Osteuropa-Experte über Westbalkan: „Die EU setzt Doppelstandards“

Osteuropa-Experte Ulf Brunnbauer über die Lage im Westbalkan und den EU-Beitrittsprozess. Deutschland hat besonderes Interesse an Serbien.

Viele Politiker haben sich zu einem Familienfoto vor Fahnen aufgestellt

Westbalkankonferenz in Berlin: Familienerweiterung mit Hindernissen Foto: Michael Kappeler/dpa

taz: Herr Brunnbauer, wie ist die Lage im Westbalkan?

Ulf Brunnbauer: Ich habe den Eindruck, dass die Fortschritte der letzten Jahre wieder rückgängig gemacht werden. Je nach politischer Orientierung der einzelnen Regierungen findet ein steter Abbau demokratischer Institutionen statt. Im Westbalkan gehen viele davon aus, dass niemand den EU-Beitrittsprozess in Brüssel noch ernst nimmt. Eine düstere Situation.

taz: Hat sich seit Beginn des Berliner Prozesses was getan?

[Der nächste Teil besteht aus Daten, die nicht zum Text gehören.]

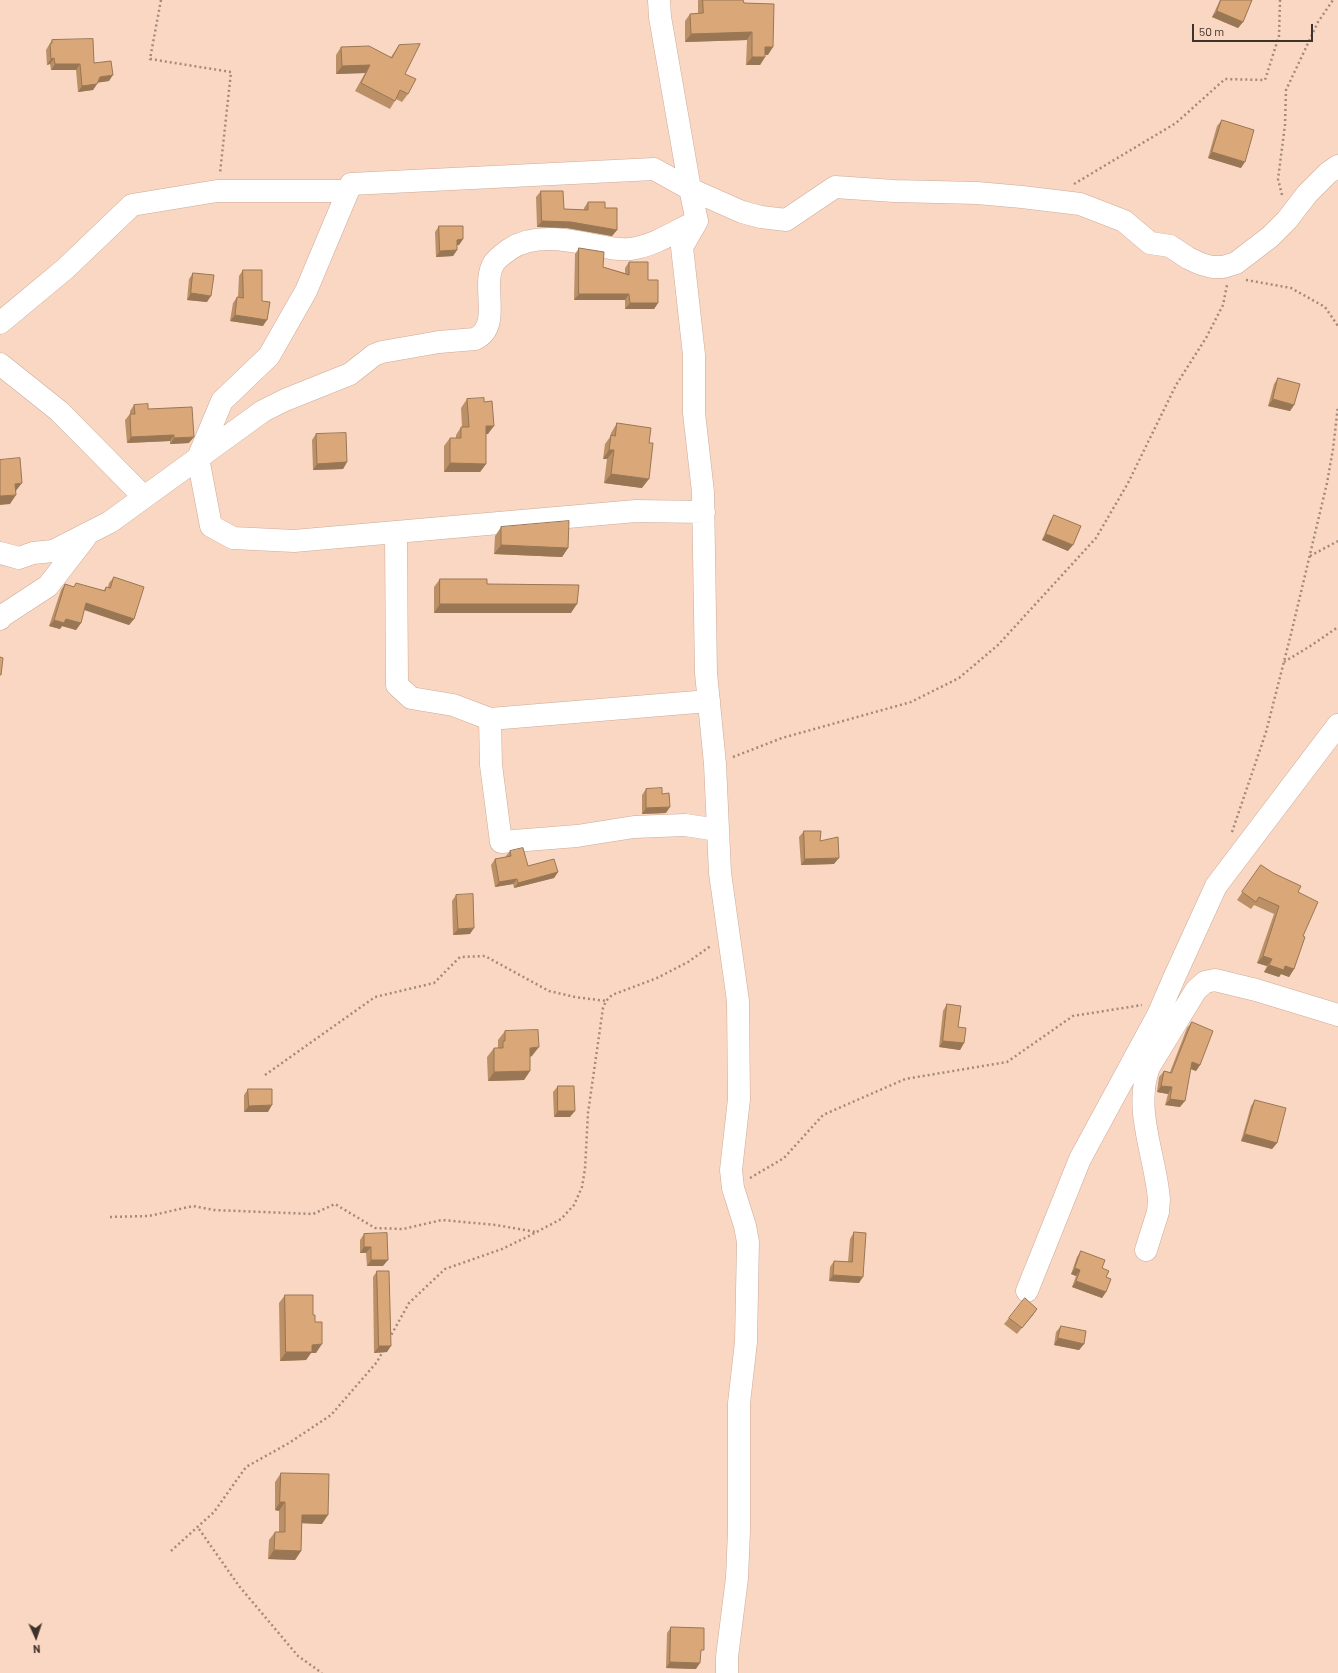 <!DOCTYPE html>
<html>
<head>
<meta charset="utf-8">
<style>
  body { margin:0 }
  #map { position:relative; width:1338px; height:1673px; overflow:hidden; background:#fad7c3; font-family:Barlow,sans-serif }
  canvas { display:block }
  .north { position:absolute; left:16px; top:1617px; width:40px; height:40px; -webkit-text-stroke:3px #fad7c3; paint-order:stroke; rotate:177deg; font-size:11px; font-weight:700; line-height:16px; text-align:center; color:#3f322a }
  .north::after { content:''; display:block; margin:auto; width:14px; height:18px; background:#3f322a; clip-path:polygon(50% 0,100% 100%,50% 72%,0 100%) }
  .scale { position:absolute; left:1192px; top:24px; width:121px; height:18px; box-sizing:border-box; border:2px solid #3f322a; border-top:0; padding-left:5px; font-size:12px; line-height:14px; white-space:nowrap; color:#3f322a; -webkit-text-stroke:3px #fad7c3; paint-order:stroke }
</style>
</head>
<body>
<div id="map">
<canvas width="1338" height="1673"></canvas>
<div class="north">N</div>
<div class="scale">50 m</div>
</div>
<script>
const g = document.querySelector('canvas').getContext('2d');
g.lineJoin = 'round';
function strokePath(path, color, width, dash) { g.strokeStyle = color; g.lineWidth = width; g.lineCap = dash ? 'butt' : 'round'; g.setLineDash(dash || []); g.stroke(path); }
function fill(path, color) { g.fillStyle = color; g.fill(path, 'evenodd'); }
const path = new Path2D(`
  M161,0L150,59L231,72L220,173
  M1074,184L1176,123L1225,79L1265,80L1279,36L1280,0
  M1282,195L1278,179L1285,125L1286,90L1318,22L1333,0
  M1246,280L1291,288L1325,307L1338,326
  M1310,556L1338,541
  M1284,662L1312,645L1338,627
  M733,757L782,738L911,702L959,678L998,645L1096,538L1128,483L1176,385L1206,338L1223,305L1227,285
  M1232,832L1266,732L1291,634L1327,483L1333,449L1338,406
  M265,1075L375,997L434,983L460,957L485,956L549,991L575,997L606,1001
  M750,1178L784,1158L823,1115L905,1079L1007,1062L1073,1016L1142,1005
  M110,1217L149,1216L193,1206L214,1210L313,1214L335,1204L375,1228L403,1229L442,1220L496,1225L536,1232
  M389,1339L409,1303L445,1269L502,1249L529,1236L561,1219L574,1205L582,1187L585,1169L588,1113L603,1008L606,1001L612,995L657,978L688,962L712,945
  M199,1529L239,1586L298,1656L322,1673
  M171,1551L214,1512L246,1467L289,1443L331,1415L377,1362L383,1351`);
const minor = new Path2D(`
  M659,0L660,17L690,189L697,221L682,247L694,355V413L703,492L706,673L715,764L720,873L738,1001L739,1099L731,1170L733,1188L745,1226L748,1242L746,1342L739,1403V1531L737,1578L727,1657V1673
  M0,323L65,269L132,205L217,191H348
  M0,364L59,411L144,497
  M396,532L636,511L704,512
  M0,553L19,558L33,553L53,551L110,522L263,411L285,400L350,374L374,355L382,352L439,342L475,339C503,326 480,285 494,263C497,258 506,252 510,249C537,232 571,241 600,246C609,248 621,250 630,249C654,246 676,231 697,221
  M0,619L2,616L48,586L85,538
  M490,719L709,701
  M718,830L685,825L634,827L577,836L501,842L491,765L490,719L453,705L411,698L397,685L396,532L294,541L233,538L211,526L198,458L222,401L269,356L306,291L351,184L654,169L690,189L742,212L761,217L786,220L835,187L894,191L977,193L1022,197L1080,204L1124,221L1150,243L1170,246L1188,258L1201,264L1212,267H1223L1236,263L1270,237L1287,220L1307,194L1328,173L1338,166
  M1146,1250L1158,1212L1159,1200C1156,1157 1133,1110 1149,1067L1196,990L1205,982L1215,980L1256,990L1338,1015
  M1027,1291L1080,1159L1158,1015L1174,978L1216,886L1338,725`);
const wall = new Path2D(`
  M698,0H743L744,3L768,55H765V57L760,65H746L747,40L685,42V21L690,14L698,13Z
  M1220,0H1252L1243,22L1238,28L1212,17Z
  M52,40L94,63L109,81L98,82L93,90L78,92L76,70H51L50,64L47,65L46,50Z
  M399,45L405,74L408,94L402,102L396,99L390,109L355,91L365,73L336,74V55L341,47L391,57Z
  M1222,120L1241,168L1208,158L1217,126Z
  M541,191L564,209L584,210V208L588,202L605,208L617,230L612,236L567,228L537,227L536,197Z
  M439,226L463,239L459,245H457V250L453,256L436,257L435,232Z
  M579,248L603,267L625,273V268L629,262L648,280L658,303L654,309H625V300H574L575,254Z
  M243,270L262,301L263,326L230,321L233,303L237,297H238L239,276Z
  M193,273L207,302L187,300L189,279Z
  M1278,378L1294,405L1290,411L1268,406L1274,384Z
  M467,399L488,434H486V464L480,472H444V446L450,438H456V435L461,427H462L461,408Z
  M134,405L148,409L189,443L170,444V441L127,443L125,420L130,414V411Z
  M617,423L642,488L604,483L607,459H603L605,444L610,437L611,433Z
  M316,434L347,462L343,469L313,470L312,440Z
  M1054,515L1068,551L1042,540L1050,521Z
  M501,527L568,548L562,557L494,554L495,536Z
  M114,577L134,619L129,625L84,610L81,623L76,630L62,626L60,629L49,626L61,590L65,584L74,587L104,590L106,587H108L109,583Z
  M440,579L487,584L571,613H434V587Z
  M646,789L662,794L666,813L642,814V795Z
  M804,831L820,841L834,864L801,865L799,837Z
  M510,851L528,866L558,872L554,878L514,888L513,884L495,887L491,865L495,859L506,857V856Z
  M1261,865L1298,892L1303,936L1294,969L1289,977L1281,974L1279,977L1264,972L1267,966L1257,963L1274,914L1254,905L1251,909L1237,900Z
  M456,895L470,934L453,935L452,901Z
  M947,1004L958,1027L964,1043L960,1050L939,1047L943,1011Z
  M1192,1022L1200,1065L1196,1071L1191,1069L1180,1107L1165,1105L1168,1094L1157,1092L1159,1077L1164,1071L1170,1072L1187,1028Z
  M505,1031L532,1056L530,1057V1071L524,1080L488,1081L487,1057L494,1048H497L498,1047V1040Z
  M558,1086L570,1117H554L553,1092Z
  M248,1089L268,1112H244V1095Z
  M1255,1100L1277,1143L1272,1149L1241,1141L1251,1106Z
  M854,1232L859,1283L829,1281L830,1267L834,1261L848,1262L850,1239Z
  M364,1234L383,1266H367L366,1253H360V1240Z
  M1081,1251L1102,1268L1106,1292L1102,1298L1072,1287L1076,1276L1071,1274L1077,1257Z
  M377,1271L387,1352L374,1353L373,1277Z
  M285,1295L313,1315L316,1353H311L306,1360L280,1361L279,1303Z
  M1037,1309L1017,1334L1004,1324L1009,1318Z
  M1061,1326L1084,1344L1079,1350L1054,1345L1056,1332Z
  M281,1473L322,1524L302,1523L301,1551L295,1560L268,1559L269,1540L275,1532H279V1511L275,1510V1482Z
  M671,1627L696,1669L666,1668L667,1633Z`);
const shadedWall = new Path2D(`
  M1217,11L1243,22L1238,28L1212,17Z
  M752,32L747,40L685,42L691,34Z
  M765,47H773L768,55L760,54Z
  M752,57H765L760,65H746Z
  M54,58L50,64L47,65L51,59Z
  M55,64H80L76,70H51Z
  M370,65L365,73L336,74L342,66Z
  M113,75L109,81L96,83L100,77Z
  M97,84L93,90L78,92L82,86Z
  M1212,152L1245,162L1241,168L1208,158Z
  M542,221L571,222L617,230L612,236L567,228L537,227Z
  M463,239L459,245L452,246L457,240Z
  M457,250L453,256L436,257L440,251Z
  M191,293L211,296L207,302L187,300Z
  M579,294H629L625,300H574Z
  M630,303H658L654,309H625Z
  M235,315L267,320L263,326L230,321Z
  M1273,399L1294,405L1290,411L1268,406Z
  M486,426H494L488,434L480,435Z
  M174,435L170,441L127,443L131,437Z
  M194,437L189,443L170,444L174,438Z
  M609,450H614L607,459H603Z
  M347,462L343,469L313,470L317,464Z
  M450,463L486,464L480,472H444Z
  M611,474L649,479L642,488L604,483Z
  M22,483L15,492V484Z
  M16,495L10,504L0,505V496Z
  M1046,534L1073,545L1068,551L1042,540Z
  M501,545L568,548L562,557L494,554Z
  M86,603L134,619L129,625L82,609Z
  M440,604H577L571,613H434Z
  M66,619L81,623L76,630L62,626L60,629L49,626L54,620Z
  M670,807L666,813L642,814L646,808Z
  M839,858L834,864L801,865L805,859Z
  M558,872L554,878L514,888L518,883Z
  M517,879L513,884L495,887L499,882Z
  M474,928L470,934L453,935L458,929Z
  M1263,956L1272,959L1267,966L1257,963Z
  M1269,965L1285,966L1294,969L1289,977L1281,974L1279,977L1264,972Z
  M943,1041L964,1043L960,1050L939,1047Z
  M539,1047L532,1056L523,1057L530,1048Z
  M1192,1062L1200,1065L1196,1071L1188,1068Z
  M530,1071L524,1080L488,1081L494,1072Z
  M1161,1086L1172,1087L1168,1094L1157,1092Z
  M1170,1099L1185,1101L1180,1107L1165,1105Z
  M272,1105L268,1112H244L249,1106Z
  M558,1111H575L570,1117H554Z
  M1245,1134L1277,1143L1272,1149L1241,1141Z
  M364,1247H371L366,1253H360Z
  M371,1260H388L383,1266H367Z
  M1075,1268L1080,1270L1076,1276L1071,1274Z
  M833,1275L863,1277L859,1283L829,1281Z
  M1076,1281L1106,1292L1102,1298L1072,1287Z
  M1037,1309L1033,1315L1017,1334L1022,1328Z
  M1058,1338L1084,1344L1079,1350L1054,1345Z
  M322,1344L316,1353H311L306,1360L280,1361L286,1352L312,1345Z
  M379,1346H391L387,1352L374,1353Z
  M280,1502H285L279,1511L275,1510Z
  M302,1515H328L322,1524L296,1523Z
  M274,1550L301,1551L295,1560L268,1559Z
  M670,1662L700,1663L696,1669L666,1668Z`);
const building = new Path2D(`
  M703,0H743L744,3L774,4L773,47H765V57H752V32L691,34L690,14L703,13Z
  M1221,0H1252L1243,22L1217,11Z
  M93,39L94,63L111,61L113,75L100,77L97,84L82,86L80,64H55L54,58L51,59L50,44L52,43V40Z
  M420,44L405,74L416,79L408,94L400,90L395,101L361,83L370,65L342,66L341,47L369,46L392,58L399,45Z
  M1222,120L1254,130L1245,162L1212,152Z
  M541,191H563L564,209L588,210V202H605V208H617V230L571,222L542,221Z
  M439,226H463V239L457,240V250L440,251Z
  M579,248L604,252L603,267L629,275V262H648V280H658V303H630L629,294H579Z
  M243,270H262V301L270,302L267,320L235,315L237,297L243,298Z
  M193,273L214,275L211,296L191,293Z
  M1278,378L1300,384L1294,405L1273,399Z
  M484,398V402L492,401L494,426H486V464L450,463V438H461V427H469L467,399Z
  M148,404V409L192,407L194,437L174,438V435L131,437L130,414H135L134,405Z
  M617,423L651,428L649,443H653L649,479L611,474L614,450H609L611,435L615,436Z
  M346,433L347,462L317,464L316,434Z
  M20,458L22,483L15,484L16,495L0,496V460Z
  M1054,515L1081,526L1073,545L1046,534Z
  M569,521L568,548L501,545V527Z
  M114,577L144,587L134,619L86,603L81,623L66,619L64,623L54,620L65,584L74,587L76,583L105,591L106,587L110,588Z
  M440,579H487V584L579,585L577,604H440Z
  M0,657L3,658L1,675H0Z
  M662,788V794L669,793L670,807L646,808V789Z
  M804,831H821L820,841L838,837L839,858L805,859Z
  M523,848L528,866L554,859L558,872L518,883L517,879L499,882L495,859L511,856L510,851Z
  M1261,865L1273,873L1301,886L1298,892L1318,902L1303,936L1305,937L1294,969L1285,966L1284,970L1269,965L1272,959L1263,956L1279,906L1259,897L1256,902L1242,892Z
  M473,894L474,928L458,929L456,895Z
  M947,1004L961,1006L958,1027L966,1028L964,1043L943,1041Z
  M1192,1022L1213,1031L1200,1065L1192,1062L1185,1101L1170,1099L1172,1087L1161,1086L1164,1071L1171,1073Z
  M538,1030L539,1047L530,1048V1071L494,1072V1048H503V1041H505V1031Z
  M558,1086H574L575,1111H558Z
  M248,1089H272V1105L249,1106Z
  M1255,1100L1286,1108L1277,1143L1245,1134Z
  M854,1232L866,1233L863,1277L833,1275L834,1261L852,1262Z
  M387,1233L388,1260H371V1247H364V1234Z
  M1081,1251L1105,1260L1102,1268L1109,1271L1106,1277L1111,1279L1106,1292L1076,1281L1080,1270L1075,1268Z
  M377,1271H389L391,1346H379Z
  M285,1295H313V1315H315V1322H322V1344L312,1345V1352H286Z
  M1025,1298L1037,1309L1022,1328L1009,1318Z
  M1061,1326L1086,1331L1084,1344L1058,1338Z
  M281,1473L329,1474L328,1515H302L301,1551L274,1550L275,1532H285V1502H280Z
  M671,1627L704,1628V1650H701L700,1663L670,1662Z`);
strokePath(minor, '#ccaa97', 23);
strokePath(path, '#a2897b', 2.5, [2, 3]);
strokePath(minor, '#fff', 22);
fill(wall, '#bb9067');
fill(shadedWall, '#997654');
fill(building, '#daa878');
strokePath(building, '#997654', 1);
</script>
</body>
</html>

Brunnbauer: Durch den Kongress und andere Gesprächsformate gibt es viele Plattformen für diplomatischen Austausch. Aber das große Problem ist die Frage der EU-Mitgliedschaft. Der Berliner Prozess hat den Beitritt leider nicht beschleunigt. Das war das, was sich die Länder in der Region erhofft haben.

taz: Wie wird im Westbalkan darauf geblickt?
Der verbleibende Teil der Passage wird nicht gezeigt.